## MATERIAL FOR THIS TASK
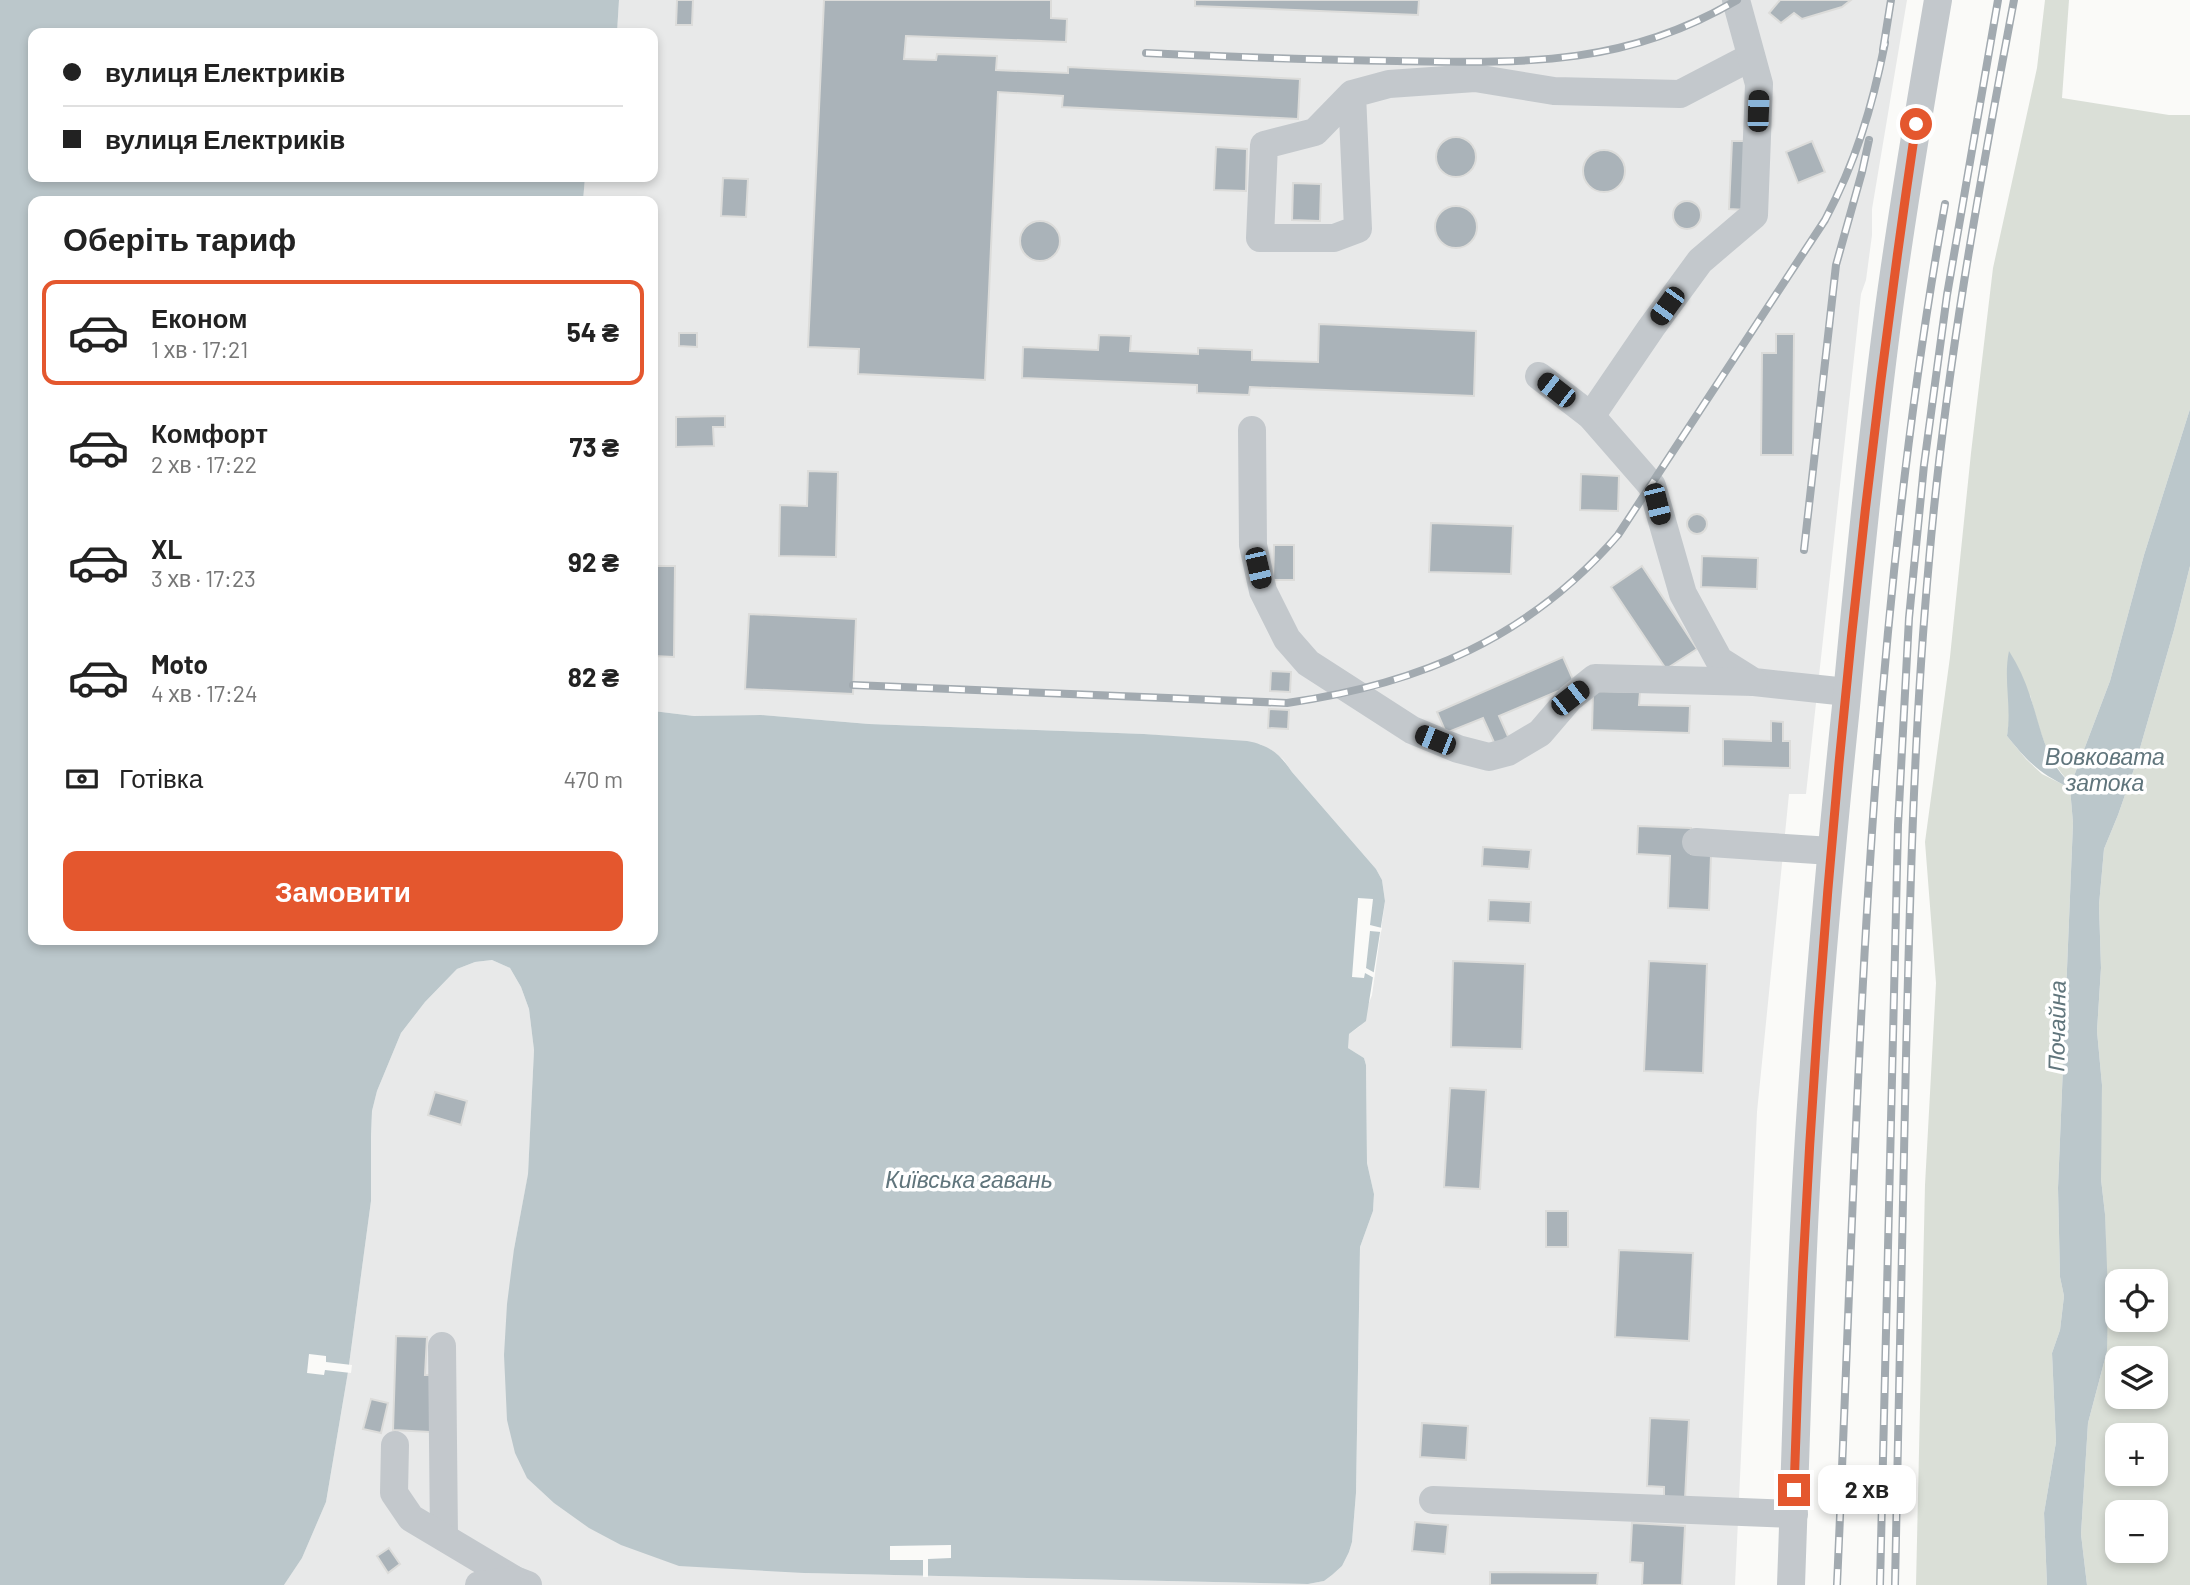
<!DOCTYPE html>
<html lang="uk">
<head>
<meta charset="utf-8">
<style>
  :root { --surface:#fff; --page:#f2f2f2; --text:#222; --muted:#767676; --line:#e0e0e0; --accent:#e4572e }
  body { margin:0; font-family:Barlow,sans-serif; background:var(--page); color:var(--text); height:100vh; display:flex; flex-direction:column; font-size:26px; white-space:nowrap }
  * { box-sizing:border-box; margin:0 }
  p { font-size:23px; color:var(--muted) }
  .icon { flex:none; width:38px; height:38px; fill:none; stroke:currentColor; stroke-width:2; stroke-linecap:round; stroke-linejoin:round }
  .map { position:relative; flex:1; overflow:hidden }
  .details { position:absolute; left:28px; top:196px; width:630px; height:749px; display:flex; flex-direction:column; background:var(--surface); border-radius:14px; box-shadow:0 4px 10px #0003 }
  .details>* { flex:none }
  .top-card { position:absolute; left:28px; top:28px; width:630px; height:154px; border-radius:14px; box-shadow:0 4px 10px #0003; display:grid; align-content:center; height:154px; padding:0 35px; background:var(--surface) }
  .tools { position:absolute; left:2105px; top:1269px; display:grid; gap:14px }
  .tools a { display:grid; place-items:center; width:63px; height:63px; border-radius:14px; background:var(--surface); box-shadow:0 4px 10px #0003; font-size:35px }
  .end { position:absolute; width:32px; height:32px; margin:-16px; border:9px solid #e4572e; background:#fff; box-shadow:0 0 0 4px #fff }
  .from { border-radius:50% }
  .bubble { position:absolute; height:49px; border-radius:14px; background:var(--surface); box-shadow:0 4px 10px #0003; font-size:23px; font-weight:700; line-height:49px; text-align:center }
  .car { position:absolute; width:21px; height:42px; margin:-21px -10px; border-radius:9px; box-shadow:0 0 5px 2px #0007; background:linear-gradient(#222 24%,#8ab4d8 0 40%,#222 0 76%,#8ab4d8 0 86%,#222 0) }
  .top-card b { display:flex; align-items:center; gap:24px; height:66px; font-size:26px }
  .top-card b+b { border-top:2px solid var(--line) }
  .top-card i { width:18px; height:18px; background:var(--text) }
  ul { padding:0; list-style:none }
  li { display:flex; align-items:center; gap:21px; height:105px; margin:0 14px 10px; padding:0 21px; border:4px solid transparent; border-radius:14px }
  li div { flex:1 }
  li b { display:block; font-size:26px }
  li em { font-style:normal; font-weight:700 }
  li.current { border-color:var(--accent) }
  li>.icon { width:63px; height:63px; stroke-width:1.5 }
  h2 { padding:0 35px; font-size:32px; line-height:84px }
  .pay { display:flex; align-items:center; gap:18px; height:77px; padding:0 35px; font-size:26px }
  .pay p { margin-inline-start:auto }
  .action { display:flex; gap:14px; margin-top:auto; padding:14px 35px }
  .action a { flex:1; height:80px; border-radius:14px; background:var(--accent); color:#fff; font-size:28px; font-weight:700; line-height:80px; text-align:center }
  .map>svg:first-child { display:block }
  .built { fill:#e8e9e9 }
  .green { fill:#dadfd7; fill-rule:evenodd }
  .water { fill:#bbc7cb }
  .pier { fill:#fafaf8 }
  .building { fill:#aab3b9; stroke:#dcdcda; stroke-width:2 }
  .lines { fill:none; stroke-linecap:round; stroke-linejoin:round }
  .minor { stroke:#c3c8cc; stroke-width:28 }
  .rail-casing { stroke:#a2aab0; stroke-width:8 }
  .rail { stroke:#fff; stroke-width:5; stroke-dasharray:16; stroke-linecap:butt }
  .route { stroke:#e4572e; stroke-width:9 }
  .labels { text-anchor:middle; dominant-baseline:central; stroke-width:7; stroke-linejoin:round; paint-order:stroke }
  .water-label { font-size:23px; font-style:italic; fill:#60757c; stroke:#fff }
</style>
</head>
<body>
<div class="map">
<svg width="2190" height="1585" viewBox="0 0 2190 1585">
  <rect width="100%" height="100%" fill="#fafaf8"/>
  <polygon class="built" points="619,0 1907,0 1872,209 1872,235 1866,280 1861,294 1806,794 1789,794 1757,1112 1735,1585 284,1585 302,1558 326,1502 348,1372 371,1201 371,1136 372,1111 377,1091 401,1033 425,1002 457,969 475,962 492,960 510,968 521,987 529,1009 534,1050 528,1175 514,1249 804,1573 1308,1584 1324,1581 1332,1575 1342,1566 1349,1552 1352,1542 1356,1493 1360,1247 1373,1211 1374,1194 1367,1163 1366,1065 1364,1058 1348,1048 1347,1040 1349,1034 1360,1026 1372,995 1385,901 1382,880 1376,869 1292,772 1283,759 1260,744 1144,734 869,724 761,715 694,716 653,711 653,201 583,201 585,177 653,177 653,33 617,33"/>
  <g class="green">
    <path d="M2045,0H2069L2062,98L2169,115H2190V409L2144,555L2110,681L2071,784C2046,759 2039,728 2030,695L2009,724L2007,736L2026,759L2042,774L2070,788L2073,823L2058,1188L2060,1277L2064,1296L2060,1330L2052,1353L2056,1442L2044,1513L2047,1585H1916L1925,1185L1936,983L1925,842L1950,657L1971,453L1993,268L2037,68Z"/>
    <path d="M2190,566V1585H2087L2081,1534L2088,1423L2107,1351L2105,1214L2101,1179L2100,1140L2102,1085L2097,1031L2101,968L2099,905L2104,849L2118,815L2134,769L2174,630ZM2118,1281H2156V1320H2118ZM2118,1358H2156V1396H2118ZM2118,1435H2156V1474H2118ZM2118,1512H2156V1550H2118Z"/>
  </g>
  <g class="water">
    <path d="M0,0H619L617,33H33V177H585L583,201H33V940H653V711L694,716L761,715L869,724L1144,734L1247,741C1269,745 1280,754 1292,772L1376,869L1382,880L1385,901L1366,1021L1349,1034L1348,1048L1364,1058L1366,1065L1367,1163L1374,1194L1373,1211L1360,1247L1356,1493L1352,1542L1349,1552L1342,1566L1332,1575L1324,1581L1308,1584L804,1573L679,1566L621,1545L589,1528L554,1503L527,1478L515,1453L507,1420L504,1355L507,1304L514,1249L528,1174L534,1050L529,1009L521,987L510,968L492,960L475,962L457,969L425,1002L401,1033L377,1091L372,1111L371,1136V1201L348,1372L326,1502L302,1558L284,1585H0Z"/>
    <path d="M2190,409V566L2174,630L2134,769L2118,815L2104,849L2099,905L2101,968L2097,1031L2102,1085L2101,1179L2105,1214L2108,1294L2107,1351L2088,1423L2081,1534L2087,1585H2047L2044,1513L2056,1442L2052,1353L2060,1330L2064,1296L2060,1277L2058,1188L2073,823L2070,788C2039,773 2028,762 2007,736C2012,707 2003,679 2009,651C2018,665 2025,680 2030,696C2041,728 2045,761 2071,784L2110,681L2144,555Z"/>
  </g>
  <g class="pier">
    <polygon points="1358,898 1373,899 1370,925 1382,928 1381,932 1370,931 1366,968 1375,973 1374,978 1365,973 1364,978 1352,977"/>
    <polygon points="309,1354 326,1356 326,1362 352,1365 351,1373 325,1370 324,1375 307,1373"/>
    <polygon points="951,1545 951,1558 928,1559 928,1577 923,1577 923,1560 890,1560 890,1546"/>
  </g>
  <g class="building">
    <polygon points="677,0 693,0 692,25 676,25"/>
    <polygon points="824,0 1051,0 1051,18 1067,19 1066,42 906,36 904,59 936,60 937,54 997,56 996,70 1068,73 1068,67 1300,79 1298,119 1062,107 1063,96 998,92 985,380 858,374 859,349 808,347"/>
    <polygon points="1195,0 1419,0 1418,15 1195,6"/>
    <polygon points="1780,0 1851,0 1842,7 1802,19 1794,13 1781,23 1769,13"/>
    <circle cx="1456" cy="157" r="20"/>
    <polygon points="1732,141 1749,141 1746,210 1729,209"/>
    <polygon points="1812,141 1825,172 1798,183 1786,152"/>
    <polygon points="1216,147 1247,149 1246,191 1214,190"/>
    <circle cx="1604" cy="171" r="21"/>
    <polygon points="723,178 748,179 746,217 721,216"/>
    <polygon points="1293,183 1321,184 1320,221 1292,220"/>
    <circle cx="1687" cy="215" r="14"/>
    <circle cx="1456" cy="227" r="21"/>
    <circle cx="1040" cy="241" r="20"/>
    <polygon points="1319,324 1476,331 1474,396 1250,387 1249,395 1197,393 1197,385 1022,378 1023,347 1098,350 1099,335 1131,336 1130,351 1198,354 1198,348 1252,350 1252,360 1318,362"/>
    <polygon points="679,333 697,333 697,347 679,346"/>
    <polygon points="1776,334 1794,334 1793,455 1761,455 1762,353 1776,353"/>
    <polygon points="725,416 725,427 713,427 714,446 676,447 676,417"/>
    <polygon points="808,471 838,472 836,557 779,556 780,505 807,506"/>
    <polygon points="1581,474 1619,476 1618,511 1580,510"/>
    <circle cx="1697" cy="524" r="10"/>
    <polygon points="1431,523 1513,526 1511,574 1429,572"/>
    <polygon points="1274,545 1294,545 1294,580 1273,580"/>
    <polygon points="1702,556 1758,558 1757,589 1701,587"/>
    <polygon points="653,566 675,566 674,657 653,656"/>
    <polygon points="1642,566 1697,649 1666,669 1611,587"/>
    <polygon points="749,614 856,619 853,694 745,689"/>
    <polygon points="1563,657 1575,684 1499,716 1511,743 1497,749 1483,718 1446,733 1437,712"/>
    <polygon points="1271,671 1291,672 1290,692 1270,691"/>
    <polygon points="1593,691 1640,692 1639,705 1690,706 1689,733 1592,730"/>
    <polygon points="1269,709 1289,710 1288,729 1268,728"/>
    <polygon points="1771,721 1783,722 1783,741 1790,741 1790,768 1723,766 1723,739 1771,741"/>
    <polygon points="1638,826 1691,828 1691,854 1711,855 1709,910 1668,908 1670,856 1637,854"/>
    <polygon points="1483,847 1531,850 1529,869 1482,866"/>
    <polygon points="1489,900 1531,902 1530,923 1488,921"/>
    <polygon points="1453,961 1525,964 1522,1049 1451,1047"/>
    <polygon points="1649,961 1707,964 1703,1073 1644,1071"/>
    <polygon points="1450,1088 1486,1090 1480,1189 1444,1187"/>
    <polygon points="435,1092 467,1101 461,1125 428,1115"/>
    <rect x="1546" y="1211" width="22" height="36"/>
    <polygon points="1619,1250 1693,1253 1689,1341 1615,1337"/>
    <polygon points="396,1336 427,1337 425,1375 432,1375 430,1432 393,1430"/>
    <polygon points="371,1399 388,1403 381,1433 363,1429"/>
    <polygon points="1650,1418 1689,1420 1685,1499 1664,1498 1664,1487 1647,1486"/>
    <polygon points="1422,1423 1468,1426 1466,1460 1420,1457"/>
    <polygon points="1415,1522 1448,1525 1445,1554 1412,1551"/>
    <polygon points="1632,1523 1685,1526 1682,1585 1642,1585 1643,1563 1630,1562"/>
    <polygon points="389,1548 400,1564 388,1573 377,1556"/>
    <polygon points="1490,1572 1598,1573 1597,1585 1490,1585"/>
  </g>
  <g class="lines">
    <g class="minor">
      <polyline points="1352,94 1315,132 1264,145 1260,238 1334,238 1358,229 1352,94 1389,84 1475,78 1554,91 1680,94 1751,57"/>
      <polyline points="1539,376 1591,416 1652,486 1683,594 1719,660 1754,682 1847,692"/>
      <polyline points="1591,416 1651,328 1700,261 1754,215 1759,84 1736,0"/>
      <polyline points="1252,430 1253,545 1263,591 1287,639 1308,663 1412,730 1458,749 1489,757 1508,752 1540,733 1570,698 1595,678 1754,682"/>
      <polyline points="1696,842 1831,851"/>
      <polyline points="442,1346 444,1537"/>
      <polyline points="395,1445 394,1493 411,1518 515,1580 528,1585"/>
      <polyline points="1433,1500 1794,1514"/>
      <polyline points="479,1585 515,1580"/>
      <path d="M1791,1585C1796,1446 1799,1308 1807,1169C1816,1014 1830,860 1846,706C1858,576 1871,446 1888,316C1902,210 1920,105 1938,0"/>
    </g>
    <defs>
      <g id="rail">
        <polyline points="1883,50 1891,0"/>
        <path d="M1146,53C1230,57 1313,60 1397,61C1523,63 1624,67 1737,0"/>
        <polyline points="1804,550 1836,265 1862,172 1869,140"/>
        <path d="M853,685L1287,703C1420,684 1529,638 1618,535L1825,220C1856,161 1872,108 1885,43"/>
        <path d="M1837,1585C1858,1124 1863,659 1945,204"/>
        <polyline points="1880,1585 1898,825 1909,618 1924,465 1947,295 1998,0"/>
        <path d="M1895,1585C1899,1409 1902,1233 1906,1057C1910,891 1914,726 1929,561C1945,373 1979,186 2014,0"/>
      </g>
    </defs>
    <use href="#rail" class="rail-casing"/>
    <use href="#rail" class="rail"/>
  </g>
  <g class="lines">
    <path class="route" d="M1794,1490C1808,1033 1849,577 1916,124"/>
  </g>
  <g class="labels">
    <g class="water-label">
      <text x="2105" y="756">Вовковата<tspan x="2105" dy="26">затока</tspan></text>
      <text transform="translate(2056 1026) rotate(-89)">Почайна</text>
      <text x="969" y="1179">Київська гавань</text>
    </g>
  </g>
</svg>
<div class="tools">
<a><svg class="icon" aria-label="locate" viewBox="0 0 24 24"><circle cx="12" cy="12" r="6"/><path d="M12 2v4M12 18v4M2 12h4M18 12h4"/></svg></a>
<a><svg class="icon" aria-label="layers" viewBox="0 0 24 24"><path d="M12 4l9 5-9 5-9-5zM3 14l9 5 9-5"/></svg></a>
<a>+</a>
<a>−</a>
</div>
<i class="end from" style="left:1916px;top:124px"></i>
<i class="end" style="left:1794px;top:1490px"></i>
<div class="bubble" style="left:1818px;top:1465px;width:98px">2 хв</div>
<i class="car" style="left:1758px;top:111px;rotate:2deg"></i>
<i class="car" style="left:1667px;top:306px;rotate:216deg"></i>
<i class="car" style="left:1556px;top:390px;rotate:308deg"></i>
<i class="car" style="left:1657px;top:504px;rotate:166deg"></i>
<i class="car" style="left:1258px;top:568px;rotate:167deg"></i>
<i class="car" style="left:1570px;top:698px;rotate:52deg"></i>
<i class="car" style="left:1435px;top:740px;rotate:292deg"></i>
<div class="top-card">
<b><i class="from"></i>вулиця Електриків</b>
<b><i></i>вулиця Електриків</b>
</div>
<section class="details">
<h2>Оберіть тариф</h2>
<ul>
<li class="current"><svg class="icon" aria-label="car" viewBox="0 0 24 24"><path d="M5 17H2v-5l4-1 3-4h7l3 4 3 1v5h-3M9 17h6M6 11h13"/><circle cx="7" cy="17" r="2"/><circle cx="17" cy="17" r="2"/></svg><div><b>Економ</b><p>1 хв · 17:21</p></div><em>54 ₴</em></li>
<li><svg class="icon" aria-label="car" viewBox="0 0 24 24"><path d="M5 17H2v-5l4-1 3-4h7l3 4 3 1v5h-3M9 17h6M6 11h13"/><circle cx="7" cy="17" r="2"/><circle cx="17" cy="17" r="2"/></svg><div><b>Комфорт</b><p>2 хв · 17:22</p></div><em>73 ₴</em></li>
<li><svg class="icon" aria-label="car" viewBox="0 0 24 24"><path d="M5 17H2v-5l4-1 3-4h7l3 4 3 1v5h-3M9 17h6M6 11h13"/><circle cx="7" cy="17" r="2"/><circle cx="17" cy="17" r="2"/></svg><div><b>XL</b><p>3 хв · 17:23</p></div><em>92 ₴</em></li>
<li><svg class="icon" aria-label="car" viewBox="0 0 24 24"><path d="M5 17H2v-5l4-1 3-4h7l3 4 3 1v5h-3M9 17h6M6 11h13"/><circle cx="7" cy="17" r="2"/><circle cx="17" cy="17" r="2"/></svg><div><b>Moto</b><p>4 хв · 17:24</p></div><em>82 ₴</em></li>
</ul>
<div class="pay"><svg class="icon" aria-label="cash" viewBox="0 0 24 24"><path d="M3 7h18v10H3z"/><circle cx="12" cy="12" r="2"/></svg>Готівка<p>470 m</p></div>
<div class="action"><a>Замовити</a></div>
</section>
</div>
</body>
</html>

## EXERCISE INSTRUCTIONS
The expected output is exactly the lines of the listing above between the line holding "position:absolute; width:32px; height:32px;" and the line holding "position:absolute; height:49px; border-radius:14px;", inclusive.

## SOLUTION BELOW
  .end { position:absolute; width:32px; height:32px; margin:-16px; border:9px solid #e4572e; background:#fff; box-shadow:0 0 0 4px #fff }
  .from { border-radius:50% }
  .bubble { position:absolute; height:49px; border-radius:14px; background:var(--surface); box-shadow:0 4px 10px #0003; font-size:23px; font-weight:700; line-height:49px; text-align:center }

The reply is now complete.